[Source data Boundary: Start]
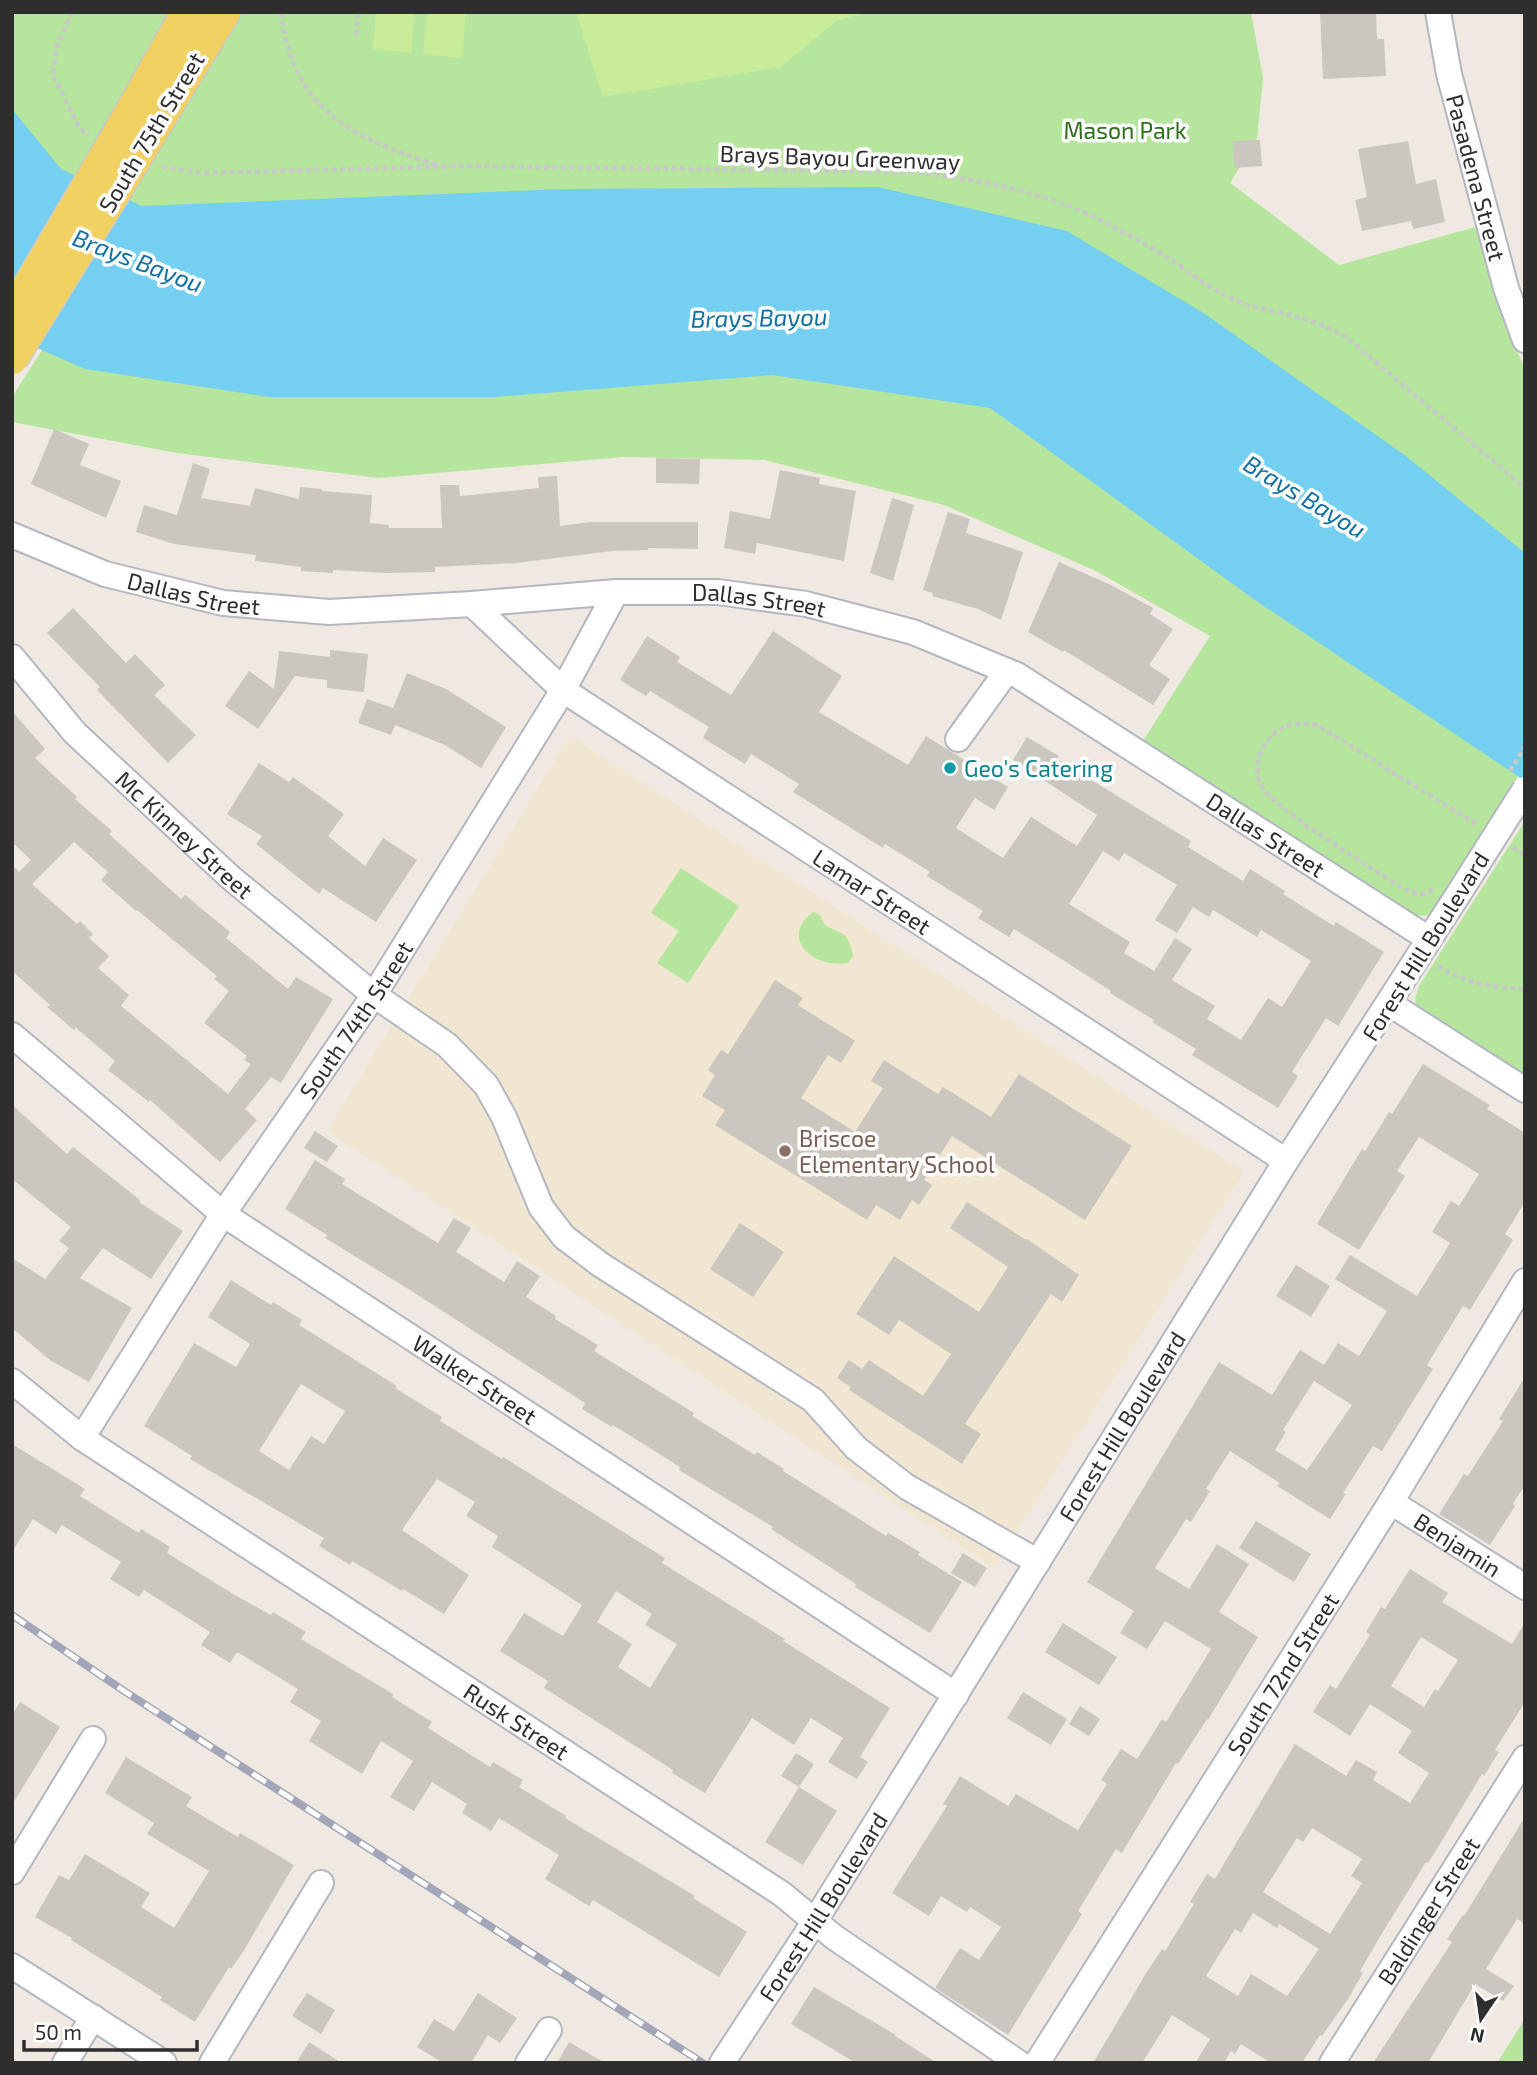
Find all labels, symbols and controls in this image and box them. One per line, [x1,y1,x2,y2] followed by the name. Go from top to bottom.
[92,47,210,217] street label: South 75th Street
[1441,91,1512,264] street label: Pasadena Street
[1063,116,1187,144] park label: Mason Park
[719,139,961,175] street label: Brays Bayou Greenway
[69,222,207,298] water label: Brays Bayou
[690,301,828,333] water label: Brays Bayou
[1239,448,1371,544] water label: Brays Bayou
[125,566,261,620] street label: Dallas Street
[692,578,829,623] street label: Dallas Street
[964,754,1113,782] place label: Geo's Catering
[942,760,958,776] marker: Geo's Catering
[110,765,259,904] street label: Mc Kinney Street
[1201,786,1330,883] street label: Dallas Street
[808,843,936,940] street label: Lamar Street
[1355,846,1495,1046] street label: Forest Hill Boulevard
[293,936,418,1104] street label: South 74th Street
[799,1124,995,1178] place label: Briscoe Elementary School
[777,1143,793,1159] marker: Briscoe Elementary School
[1052,1326,1191,1526] street label: Forest Hill Boulevard
[408,1328,542,1430] street label: Walker Street
[1409,1506,1506,1582] street label: Benjamin
[1221,1587,1344,1760] street label: South 72nd Street
[459,1677,575,1766] street label: Rusk Street
[753,1807,893,2006] street label: Forest Hill Boulevard
[1371,1832,1485,1990] street label: Baldinger Street
[1446,1984,1516,2054] north arrow
[24,2008,198,2052] scale bar
[35,2019,82,2044] text: 50 m
[1468,2023,1486,2049] text: N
[Source data Boundary: End]
Task statement: Copy out every line above, word for word, minus images.

Exercise response:
Find all labels, symbols and controls in this image and box them. One per line, [x1,y1,x2,y2] followed by the name. Go from top to bottom.
[92,47,210,217] street label: South 75th Street
[1441,91,1512,264] street label: Pasadena Street
[1063,116,1187,144] park label: Mason Park
[719,139,961,175] street label: Brays Bayou Greenway
[69,222,207,298] water label: Brays Bayou
[690,301,828,333] water label: Brays Bayou
[1239,448,1371,544] water label: Brays Bayou
[125,566,261,620] street label: Dallas Street
[692,578,829,623] street label: Dallas Street
[964,754,1113,782] place label: Geo's Catering
[942,760,958,776] marker: Geo's Catering
[110,765,259,904] street label: Mc Kinney Street
[1201,786,1330,883] street label: Dallas Street
[808,843,936,940] street label: Lamar Street
[1355,846,1495,1046] street label: Forest Hill Boulevard
[293,936,418,1104] street label: South 74th Street
[799,1124,995,1178] place label: Briscoe Elementary School
[777,1143,793,1159] marker: Briscoe Elementary School
[1052,1326,1191,1526] street label: Forest Hill Boulevard
[408,1328,542,1430] street label: Walker Street
[1409,1506,1506,1582] street label: Benjamin
[1221,1587,1344,1760] street label: South 72nd Street
[459,1677,575,1766] street label: Rusk Street
[753,1807,893,2006] street label: Forest Hill Boulevard
[1371,1832,1485,1990] street label: Baldinger Street
[1446,1984,1516,2054] north arrow
[24,2008,198,2052] scale bar
[35,2019,82,2044] text: 50 m
[1468,2023,1486,2049] text: N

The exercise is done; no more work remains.